The John Coltrane Reference
Chris DeVito, Yasuhiro Fujioka, Wolf Schmaler, David Wild
Edited by Lewis Porter
Hardcover; 848 pages
And now for something completely different....Coltrane fans have been blessed for a decade by the countless insights backed with sharp musical analysis offered by Lewis Porter in John Coltrane: His Life And Music (University of Michigan Press, 1998). Porter combines meticulous scholarship with an eye for telling details, the revealing and necessary details about Coltrane's life and music that constantly open up new perspectives. There is no gratuitous quoting of literary figures irrelevant to Coltrane, or bizarre factoids (the attendance at a New York Museum of Modern Art Chagall show the year Coltrane's classic quartet recorded at The Village Vanguard (see page 69 in Ratliff).
Porter assembled an international team of Coltrane researchers who, with extraordinary care, created a day-by-day chronology from birth to death, an exhaustive concert schedule and discography, a list of all film and television appearances, and close to 400 album covers and photos. Surprisingly, it is an engaging read, as few discographies ever are. Some of the richest treasures in this treasure of a book are the reprinted reviews of Coltrane performances and recordings covering his career. They range from racial and political sermons to intellectually rigorous musicological analysis. They quite meaningfully supplement the reviews reprinted in Woideck's The John Coltrane Companion. None are as ponderous and theory-laden as Ratliff's writing.

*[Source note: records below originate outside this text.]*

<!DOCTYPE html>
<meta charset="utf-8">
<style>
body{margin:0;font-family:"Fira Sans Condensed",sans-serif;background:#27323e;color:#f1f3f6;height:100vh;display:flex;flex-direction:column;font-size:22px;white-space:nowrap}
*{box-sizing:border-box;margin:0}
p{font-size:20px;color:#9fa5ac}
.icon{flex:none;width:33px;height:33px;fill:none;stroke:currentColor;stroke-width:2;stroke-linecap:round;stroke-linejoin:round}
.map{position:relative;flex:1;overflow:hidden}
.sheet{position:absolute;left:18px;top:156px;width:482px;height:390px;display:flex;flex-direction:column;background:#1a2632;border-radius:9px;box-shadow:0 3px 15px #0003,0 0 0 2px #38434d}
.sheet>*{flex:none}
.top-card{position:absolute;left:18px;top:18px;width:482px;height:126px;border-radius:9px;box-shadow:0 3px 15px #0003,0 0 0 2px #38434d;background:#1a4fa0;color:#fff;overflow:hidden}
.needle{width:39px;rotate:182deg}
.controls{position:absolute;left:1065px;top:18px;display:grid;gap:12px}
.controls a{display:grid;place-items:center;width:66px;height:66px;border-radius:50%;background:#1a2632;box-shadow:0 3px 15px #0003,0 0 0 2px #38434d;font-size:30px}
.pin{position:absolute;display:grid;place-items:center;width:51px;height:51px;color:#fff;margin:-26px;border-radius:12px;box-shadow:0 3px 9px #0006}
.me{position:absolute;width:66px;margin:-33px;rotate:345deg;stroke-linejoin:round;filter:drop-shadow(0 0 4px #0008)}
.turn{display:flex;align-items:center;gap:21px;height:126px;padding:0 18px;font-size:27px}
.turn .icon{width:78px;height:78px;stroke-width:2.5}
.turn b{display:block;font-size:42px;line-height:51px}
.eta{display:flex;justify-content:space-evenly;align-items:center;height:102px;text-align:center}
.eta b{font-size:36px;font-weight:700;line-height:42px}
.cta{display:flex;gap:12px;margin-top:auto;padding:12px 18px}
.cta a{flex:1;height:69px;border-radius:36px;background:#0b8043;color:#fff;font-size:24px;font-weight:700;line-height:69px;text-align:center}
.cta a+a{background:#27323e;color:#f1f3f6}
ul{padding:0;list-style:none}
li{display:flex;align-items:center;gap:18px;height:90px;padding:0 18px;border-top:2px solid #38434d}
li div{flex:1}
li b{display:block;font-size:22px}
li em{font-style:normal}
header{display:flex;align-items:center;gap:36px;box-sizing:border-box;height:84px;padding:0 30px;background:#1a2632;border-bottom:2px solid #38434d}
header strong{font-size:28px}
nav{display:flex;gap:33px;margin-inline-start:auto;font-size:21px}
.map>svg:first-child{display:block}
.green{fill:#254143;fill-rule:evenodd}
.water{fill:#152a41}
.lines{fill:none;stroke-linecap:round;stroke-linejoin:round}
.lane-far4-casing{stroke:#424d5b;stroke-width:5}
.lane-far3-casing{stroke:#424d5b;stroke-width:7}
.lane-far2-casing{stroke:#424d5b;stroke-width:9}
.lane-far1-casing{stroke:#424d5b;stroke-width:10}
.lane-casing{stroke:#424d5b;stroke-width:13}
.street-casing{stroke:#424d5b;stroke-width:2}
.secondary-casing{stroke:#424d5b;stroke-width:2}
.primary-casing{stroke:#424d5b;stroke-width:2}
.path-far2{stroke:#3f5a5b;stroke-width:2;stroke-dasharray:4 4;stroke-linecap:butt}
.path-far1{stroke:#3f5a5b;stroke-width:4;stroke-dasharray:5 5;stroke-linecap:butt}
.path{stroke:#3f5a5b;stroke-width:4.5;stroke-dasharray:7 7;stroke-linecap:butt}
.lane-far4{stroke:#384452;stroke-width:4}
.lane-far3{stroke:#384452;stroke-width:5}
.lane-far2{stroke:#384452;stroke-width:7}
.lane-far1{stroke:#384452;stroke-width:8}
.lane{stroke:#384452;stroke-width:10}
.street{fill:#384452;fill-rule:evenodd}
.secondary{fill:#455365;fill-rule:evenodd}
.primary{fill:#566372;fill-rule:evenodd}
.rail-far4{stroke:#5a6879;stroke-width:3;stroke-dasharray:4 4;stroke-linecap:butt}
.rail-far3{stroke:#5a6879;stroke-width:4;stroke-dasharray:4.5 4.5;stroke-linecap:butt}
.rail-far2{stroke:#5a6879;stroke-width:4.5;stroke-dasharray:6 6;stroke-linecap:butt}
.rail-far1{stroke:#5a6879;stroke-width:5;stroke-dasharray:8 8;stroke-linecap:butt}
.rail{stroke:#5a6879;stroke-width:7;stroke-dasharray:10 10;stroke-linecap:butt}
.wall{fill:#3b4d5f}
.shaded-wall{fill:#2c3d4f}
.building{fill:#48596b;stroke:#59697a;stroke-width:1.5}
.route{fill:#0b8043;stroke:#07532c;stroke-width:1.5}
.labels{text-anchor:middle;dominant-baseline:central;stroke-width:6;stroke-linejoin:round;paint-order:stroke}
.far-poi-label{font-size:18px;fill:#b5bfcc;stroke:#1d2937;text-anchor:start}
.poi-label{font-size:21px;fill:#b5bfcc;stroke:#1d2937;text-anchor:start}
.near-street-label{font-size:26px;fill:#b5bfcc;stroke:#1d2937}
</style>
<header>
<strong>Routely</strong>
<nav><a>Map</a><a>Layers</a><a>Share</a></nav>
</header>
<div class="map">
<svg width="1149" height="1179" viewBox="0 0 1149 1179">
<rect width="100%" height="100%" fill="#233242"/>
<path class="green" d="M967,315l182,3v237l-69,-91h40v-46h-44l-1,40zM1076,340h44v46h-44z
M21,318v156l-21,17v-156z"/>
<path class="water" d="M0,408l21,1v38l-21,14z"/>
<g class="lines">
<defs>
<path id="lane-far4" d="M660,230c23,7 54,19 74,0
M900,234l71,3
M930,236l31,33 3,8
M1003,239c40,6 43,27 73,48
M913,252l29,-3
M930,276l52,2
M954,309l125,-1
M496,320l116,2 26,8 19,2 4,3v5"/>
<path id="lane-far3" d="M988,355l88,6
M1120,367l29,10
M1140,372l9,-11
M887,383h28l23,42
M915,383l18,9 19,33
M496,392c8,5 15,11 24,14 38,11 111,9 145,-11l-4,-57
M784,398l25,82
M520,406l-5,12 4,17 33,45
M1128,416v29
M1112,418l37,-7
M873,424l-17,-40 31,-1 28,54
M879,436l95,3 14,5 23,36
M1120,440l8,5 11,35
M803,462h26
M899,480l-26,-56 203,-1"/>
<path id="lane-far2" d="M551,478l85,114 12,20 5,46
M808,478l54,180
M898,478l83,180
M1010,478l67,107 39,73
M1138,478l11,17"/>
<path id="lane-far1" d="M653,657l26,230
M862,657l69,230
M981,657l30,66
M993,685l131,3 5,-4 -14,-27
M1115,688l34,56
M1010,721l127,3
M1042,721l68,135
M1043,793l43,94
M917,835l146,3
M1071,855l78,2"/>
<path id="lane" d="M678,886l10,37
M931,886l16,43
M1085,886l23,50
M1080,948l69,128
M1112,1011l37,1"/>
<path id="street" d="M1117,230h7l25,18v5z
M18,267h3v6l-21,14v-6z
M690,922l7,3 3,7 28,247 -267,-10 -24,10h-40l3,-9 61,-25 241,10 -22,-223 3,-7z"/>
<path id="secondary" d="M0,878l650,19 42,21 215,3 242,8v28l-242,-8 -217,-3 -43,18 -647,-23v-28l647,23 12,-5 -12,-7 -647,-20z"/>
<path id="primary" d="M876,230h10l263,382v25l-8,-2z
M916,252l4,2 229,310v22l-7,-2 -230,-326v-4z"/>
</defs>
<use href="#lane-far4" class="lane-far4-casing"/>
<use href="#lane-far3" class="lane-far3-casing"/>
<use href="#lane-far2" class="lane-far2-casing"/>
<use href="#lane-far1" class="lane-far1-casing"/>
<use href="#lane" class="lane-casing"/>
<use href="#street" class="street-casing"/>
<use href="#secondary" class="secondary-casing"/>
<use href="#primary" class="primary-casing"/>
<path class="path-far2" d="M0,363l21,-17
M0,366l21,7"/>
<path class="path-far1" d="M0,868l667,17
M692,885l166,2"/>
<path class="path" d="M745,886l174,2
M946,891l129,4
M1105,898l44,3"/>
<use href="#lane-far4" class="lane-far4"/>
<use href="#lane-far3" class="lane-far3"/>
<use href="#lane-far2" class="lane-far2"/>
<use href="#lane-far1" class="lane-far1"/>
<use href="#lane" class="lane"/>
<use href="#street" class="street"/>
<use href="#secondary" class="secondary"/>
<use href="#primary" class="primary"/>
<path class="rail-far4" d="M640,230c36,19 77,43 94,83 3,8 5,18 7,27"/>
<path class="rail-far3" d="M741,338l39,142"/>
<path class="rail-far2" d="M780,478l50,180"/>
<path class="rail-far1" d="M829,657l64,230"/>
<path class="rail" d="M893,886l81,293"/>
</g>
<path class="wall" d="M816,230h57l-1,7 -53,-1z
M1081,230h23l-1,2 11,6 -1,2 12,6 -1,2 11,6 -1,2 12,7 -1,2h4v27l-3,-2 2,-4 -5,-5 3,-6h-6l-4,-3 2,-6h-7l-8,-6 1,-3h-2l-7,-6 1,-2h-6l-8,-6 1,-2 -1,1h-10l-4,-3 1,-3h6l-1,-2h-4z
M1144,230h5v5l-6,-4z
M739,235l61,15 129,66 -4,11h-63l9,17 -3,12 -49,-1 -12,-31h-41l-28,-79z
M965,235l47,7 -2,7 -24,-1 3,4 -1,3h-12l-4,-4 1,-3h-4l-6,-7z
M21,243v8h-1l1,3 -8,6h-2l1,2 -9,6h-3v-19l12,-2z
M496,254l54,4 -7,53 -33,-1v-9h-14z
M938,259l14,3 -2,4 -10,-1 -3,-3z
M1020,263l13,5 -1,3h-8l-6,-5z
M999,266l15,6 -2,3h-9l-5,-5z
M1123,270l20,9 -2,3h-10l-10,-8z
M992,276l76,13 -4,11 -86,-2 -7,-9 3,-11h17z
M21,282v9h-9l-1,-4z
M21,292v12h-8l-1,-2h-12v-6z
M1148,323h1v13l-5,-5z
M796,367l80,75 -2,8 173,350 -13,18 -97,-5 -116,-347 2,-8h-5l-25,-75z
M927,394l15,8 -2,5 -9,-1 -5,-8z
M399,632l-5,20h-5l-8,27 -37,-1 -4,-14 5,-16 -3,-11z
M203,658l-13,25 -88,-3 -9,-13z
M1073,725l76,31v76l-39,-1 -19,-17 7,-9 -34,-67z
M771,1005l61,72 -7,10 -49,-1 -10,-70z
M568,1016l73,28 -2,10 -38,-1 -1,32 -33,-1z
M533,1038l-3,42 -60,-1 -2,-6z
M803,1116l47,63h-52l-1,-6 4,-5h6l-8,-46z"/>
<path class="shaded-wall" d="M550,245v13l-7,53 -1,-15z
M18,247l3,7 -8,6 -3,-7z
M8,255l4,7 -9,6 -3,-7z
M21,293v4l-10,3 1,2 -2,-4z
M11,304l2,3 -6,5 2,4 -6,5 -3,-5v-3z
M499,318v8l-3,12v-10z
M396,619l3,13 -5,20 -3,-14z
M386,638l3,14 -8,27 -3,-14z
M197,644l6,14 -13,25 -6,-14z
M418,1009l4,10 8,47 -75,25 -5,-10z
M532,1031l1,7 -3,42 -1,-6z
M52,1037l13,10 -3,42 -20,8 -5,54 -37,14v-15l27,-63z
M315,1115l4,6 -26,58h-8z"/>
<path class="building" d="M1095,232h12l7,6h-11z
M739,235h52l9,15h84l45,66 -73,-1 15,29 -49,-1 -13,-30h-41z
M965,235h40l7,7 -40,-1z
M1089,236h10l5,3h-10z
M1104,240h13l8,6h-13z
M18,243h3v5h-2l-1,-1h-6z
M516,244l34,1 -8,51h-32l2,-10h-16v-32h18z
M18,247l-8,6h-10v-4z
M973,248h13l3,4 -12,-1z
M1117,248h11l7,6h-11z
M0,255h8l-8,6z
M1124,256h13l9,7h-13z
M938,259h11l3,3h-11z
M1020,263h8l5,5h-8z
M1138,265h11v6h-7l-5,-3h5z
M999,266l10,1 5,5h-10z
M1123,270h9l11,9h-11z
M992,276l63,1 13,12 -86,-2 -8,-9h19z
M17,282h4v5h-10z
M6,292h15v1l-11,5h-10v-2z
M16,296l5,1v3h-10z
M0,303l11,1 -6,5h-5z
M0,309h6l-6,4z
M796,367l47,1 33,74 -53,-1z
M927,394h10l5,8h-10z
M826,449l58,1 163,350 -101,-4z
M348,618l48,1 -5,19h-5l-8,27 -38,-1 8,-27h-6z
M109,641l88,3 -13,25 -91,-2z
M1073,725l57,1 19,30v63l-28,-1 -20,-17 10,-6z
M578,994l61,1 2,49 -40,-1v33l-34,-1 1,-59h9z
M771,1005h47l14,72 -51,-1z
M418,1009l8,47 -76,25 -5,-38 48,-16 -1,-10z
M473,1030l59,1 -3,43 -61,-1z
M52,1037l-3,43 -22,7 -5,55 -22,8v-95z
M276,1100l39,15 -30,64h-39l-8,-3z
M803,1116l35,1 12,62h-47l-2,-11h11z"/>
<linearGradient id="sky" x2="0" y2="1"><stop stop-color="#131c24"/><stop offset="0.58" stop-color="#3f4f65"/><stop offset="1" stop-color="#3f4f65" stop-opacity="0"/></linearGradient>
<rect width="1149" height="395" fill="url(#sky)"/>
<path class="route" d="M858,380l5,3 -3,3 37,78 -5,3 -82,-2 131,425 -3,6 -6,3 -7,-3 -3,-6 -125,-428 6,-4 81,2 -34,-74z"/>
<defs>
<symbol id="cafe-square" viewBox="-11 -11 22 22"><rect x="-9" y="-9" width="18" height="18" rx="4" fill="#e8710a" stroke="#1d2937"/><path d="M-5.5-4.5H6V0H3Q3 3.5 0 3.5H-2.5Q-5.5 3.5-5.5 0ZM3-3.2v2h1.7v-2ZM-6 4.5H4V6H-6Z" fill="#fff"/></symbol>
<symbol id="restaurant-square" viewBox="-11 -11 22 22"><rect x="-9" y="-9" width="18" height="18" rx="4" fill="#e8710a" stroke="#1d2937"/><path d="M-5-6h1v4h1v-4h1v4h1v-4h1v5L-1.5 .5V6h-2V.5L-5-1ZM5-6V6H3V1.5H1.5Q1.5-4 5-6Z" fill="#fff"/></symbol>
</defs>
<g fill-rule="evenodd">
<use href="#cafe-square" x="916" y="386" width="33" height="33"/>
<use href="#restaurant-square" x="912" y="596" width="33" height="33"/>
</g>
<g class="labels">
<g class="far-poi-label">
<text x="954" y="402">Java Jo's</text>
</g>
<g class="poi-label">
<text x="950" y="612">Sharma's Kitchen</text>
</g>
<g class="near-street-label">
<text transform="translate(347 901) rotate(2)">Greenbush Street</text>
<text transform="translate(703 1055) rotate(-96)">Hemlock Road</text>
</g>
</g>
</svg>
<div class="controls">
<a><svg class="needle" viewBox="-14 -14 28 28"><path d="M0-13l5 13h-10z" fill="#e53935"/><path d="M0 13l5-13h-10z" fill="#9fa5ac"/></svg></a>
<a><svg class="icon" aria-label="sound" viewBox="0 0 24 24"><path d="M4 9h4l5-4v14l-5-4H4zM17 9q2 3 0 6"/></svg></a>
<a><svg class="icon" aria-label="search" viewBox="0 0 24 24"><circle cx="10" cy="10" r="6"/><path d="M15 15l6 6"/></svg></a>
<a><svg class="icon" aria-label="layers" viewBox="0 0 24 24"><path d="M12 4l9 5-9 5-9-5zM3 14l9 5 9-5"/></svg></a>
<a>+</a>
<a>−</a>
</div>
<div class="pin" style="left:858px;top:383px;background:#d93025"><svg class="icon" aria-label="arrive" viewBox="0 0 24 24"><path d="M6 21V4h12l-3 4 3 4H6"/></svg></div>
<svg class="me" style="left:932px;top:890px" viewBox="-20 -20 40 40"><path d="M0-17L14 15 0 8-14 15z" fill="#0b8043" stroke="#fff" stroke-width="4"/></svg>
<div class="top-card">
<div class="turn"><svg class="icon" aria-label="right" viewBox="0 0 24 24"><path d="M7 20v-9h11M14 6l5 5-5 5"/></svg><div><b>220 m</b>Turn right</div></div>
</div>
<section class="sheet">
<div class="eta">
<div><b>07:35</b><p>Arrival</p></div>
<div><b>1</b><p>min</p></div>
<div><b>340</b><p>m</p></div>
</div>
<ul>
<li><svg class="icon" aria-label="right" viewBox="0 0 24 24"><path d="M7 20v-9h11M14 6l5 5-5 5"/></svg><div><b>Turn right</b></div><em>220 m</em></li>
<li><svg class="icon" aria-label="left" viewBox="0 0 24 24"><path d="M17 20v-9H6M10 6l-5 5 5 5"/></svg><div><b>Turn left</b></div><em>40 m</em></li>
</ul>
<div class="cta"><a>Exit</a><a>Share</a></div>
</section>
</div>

The intensity and accuracy of the scholarship in this monumental effort cannot be praised enough. To reveal the difference between an approach like Porter and his team's versus Ratliff's, both books repeat Coltrane's response at a Tokyo press conference to a reporter's question about where Coltrane would like to be in the future. Coltrane responded, "I would like to be a saint."
Ratliff quotes this as a seriously summative utterance to ponder about Coltrane's vision of his spiritually-infused music and career circa 1966. Here, by contrast, is the explanation of the quote offered on page 778 of The John Coltrane Reference:
"Near the end, he is asked what he would like to be in the next ten or twenty years, and he replies, 'I would like to be a saint.' This oft-quoted comment has been greatly misunderstood. On the recording he and Alice (Coltrane) both laugh, and it is clear he is joking."
To give Coltrane his due in book form is to be as painstaking in researching as Coltrane was in practicing. This book honors its subject through such exercise of care.